- Opening Delimiter -
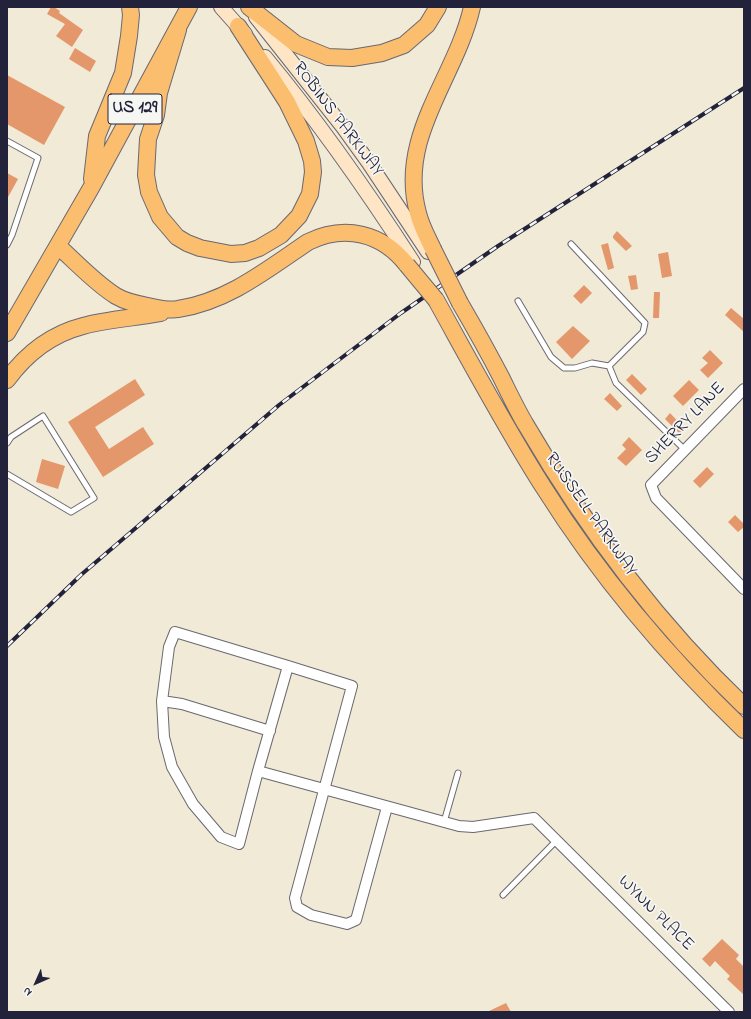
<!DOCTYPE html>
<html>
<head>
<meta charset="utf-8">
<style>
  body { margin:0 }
  #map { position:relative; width:751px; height:1019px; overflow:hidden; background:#f0ead6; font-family:"Indie Flower",sans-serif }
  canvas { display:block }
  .frame { position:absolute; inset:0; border:8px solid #22223b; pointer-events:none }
  .north { position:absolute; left:16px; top:963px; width:40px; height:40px; -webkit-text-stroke:3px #f6f6f2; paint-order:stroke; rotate:225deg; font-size:11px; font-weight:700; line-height:16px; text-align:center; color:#22223b }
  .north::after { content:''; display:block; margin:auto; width:14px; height:18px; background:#22223b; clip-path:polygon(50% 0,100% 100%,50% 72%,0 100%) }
</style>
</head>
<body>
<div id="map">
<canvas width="751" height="1019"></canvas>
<div class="frame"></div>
<div class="north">N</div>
</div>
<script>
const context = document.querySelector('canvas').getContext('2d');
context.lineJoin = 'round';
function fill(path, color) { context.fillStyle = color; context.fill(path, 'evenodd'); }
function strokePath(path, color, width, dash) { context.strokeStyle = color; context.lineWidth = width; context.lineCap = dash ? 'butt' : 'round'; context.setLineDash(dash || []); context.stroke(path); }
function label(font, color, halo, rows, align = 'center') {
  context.font = font + ' "Indie Flower",sans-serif'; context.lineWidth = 3.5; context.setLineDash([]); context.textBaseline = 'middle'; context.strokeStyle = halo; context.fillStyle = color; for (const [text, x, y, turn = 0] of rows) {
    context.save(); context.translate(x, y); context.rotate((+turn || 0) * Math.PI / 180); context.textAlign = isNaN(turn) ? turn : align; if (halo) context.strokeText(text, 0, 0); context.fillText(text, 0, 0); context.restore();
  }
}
const building = new Path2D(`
  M51,7H54L60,11L59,13L83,30L72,47L56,36L65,24L47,14Z
  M75,48L96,61L90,72L69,59Z
  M7,75L65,107L44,145L7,124Z
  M7,173L18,179L7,199Z
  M617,231L632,246L626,251L613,238V236Z
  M608,243L614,268L608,270L601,245Z
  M668,252L672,276L662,278L658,254Z
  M636,275L638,289L631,290L628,276Z
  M584,285L592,293L581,304L573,296Z
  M654,292H660L659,318H653Z
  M731,308L744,319V332L725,315Z
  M573,326L590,341L572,359L556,342Z
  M710,350L723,363L708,378L700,370L708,363L702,358Z
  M632,374L647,389L641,395L626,380Z
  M135,379L145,395L95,427L109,449L143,427L154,444L103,477L68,422Z
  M689,380L699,390L683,406L673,396Z
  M610,393L622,406L617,411L604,399Z
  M670,413L685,429L680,434L665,419Z
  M629,437L642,450L626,466L617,458L626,449L622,445Z
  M42,459L65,466L58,489L36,482Z
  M707,467L714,474L700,488L693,481Z
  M735,515L744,524V527L738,532L728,522Z
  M722,939L739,955L736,959L744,967V995L727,979L730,976L715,961L710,967L702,959Z
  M506,1003L511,1012H487Z`);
const lane = new Path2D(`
  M7,141L38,158L12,235L7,245
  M571,244L645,323L643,332L609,366
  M518,301L551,357L564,368H575L592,363L609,366L616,383L685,450
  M7,443L11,437L43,416L94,498L71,512L7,474
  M444,822L458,773
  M503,895L557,840`);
const street = new Path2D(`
  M744,389L651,485L656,498L744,589
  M288,666L352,686L295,898L297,907L311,915L347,924L356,920L387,807
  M162,701L182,704L270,731
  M258,771L239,844L221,837L193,804L172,767L164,737L162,701L169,647L175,632L288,666L258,771L459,826L473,827L534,818L729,1012`);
const secondary = new Path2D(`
  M221,7L245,34
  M256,17L343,127L369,163L428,252
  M265,57C319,122 367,191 413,262`);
const primary = new Path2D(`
  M249,7L296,44L328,57L352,58L382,53L404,45L427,25L438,7
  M178,30L159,93L156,115L148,139L146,175L149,192L160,217L177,237L187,243L200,248L231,254L245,253L259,248L281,235L299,216L310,194L313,172L312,161L306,141L287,102L238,26
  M92,179L97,136L123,73L129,36L131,15L130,7
  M58,246C77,263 95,283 116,296C126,302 137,304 148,306C157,308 169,311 178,309C227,302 268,269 308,242C345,224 382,233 407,265
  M433,249C428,238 421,226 418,213C397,136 456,78 472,7
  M436,300C471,363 505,427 544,488C600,577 669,658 744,730
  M460,303C474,327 488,352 501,377C509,393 517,410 526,425C586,528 658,624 744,706
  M7,333L91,188L189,7
  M7,380C26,354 52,334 83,326C108,319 135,318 161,313`);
const rail = new Path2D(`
  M7,646L82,574L179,491L279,405L401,313L498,246L744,88`);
const primaryBridge = new Path2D(`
  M433,249L460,303
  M407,265L436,300`);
const shields = [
  [135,109,54]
];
const shieldNames = [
  ["US 129",135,109]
];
const streetNames = [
  ["ROBINS PARKWAY",337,120,53],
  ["SHERRY LANE",686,424,-46],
  ["RUSSELL PARKWAY",590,515,55],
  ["WYNN PLACE",655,914,45]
];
fill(building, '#e3976a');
strokePath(lane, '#6a6871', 7);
strokePath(street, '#6a6871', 12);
strokePath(secondary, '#6a6871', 16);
strokePath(primary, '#6a6871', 18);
strokePath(lane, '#fff', 5);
strokePath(street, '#fff', 10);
strokePath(secondary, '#fde5c5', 14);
strokePath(primary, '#fbbd6e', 16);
strokePath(rail, '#22223b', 4);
strokePath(rail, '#f6f6f2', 2.5, [8]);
strokePath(primaryBridge, '#6a6871', 18, []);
strokePath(primaryBridge, '#fbbd6e', 16);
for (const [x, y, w] of shields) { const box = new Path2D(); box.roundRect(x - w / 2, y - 15, w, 30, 3); context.fillStyle = '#f6f6f2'; context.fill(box); strokePath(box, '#22223b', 1); }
label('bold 17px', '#22223b', null, shieldNames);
label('18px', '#22223b', '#f6f6f2', streetNames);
</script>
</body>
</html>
- Closing Delimiter -
Problem description:
When a line in the records above contains the word "setLineDash", copy it.

Result:
function strokePath(path, color, width, dash) { context.strokeStyle = color; context.lineWidth = width; context.lineCap = dash ? 'butt' : 'round'; context.setLineDash(dash || []); context.stroke(path); }
  context.font = font + ' "Indie Flower",sans-serif'; context.lineWidth = 3.5; context.setLineDash([]); context.textBaseline = 'middle'; context.strokeStyle = halo; context.fillStyle = color; for (const [text, x, y, turn = 0] of rows) {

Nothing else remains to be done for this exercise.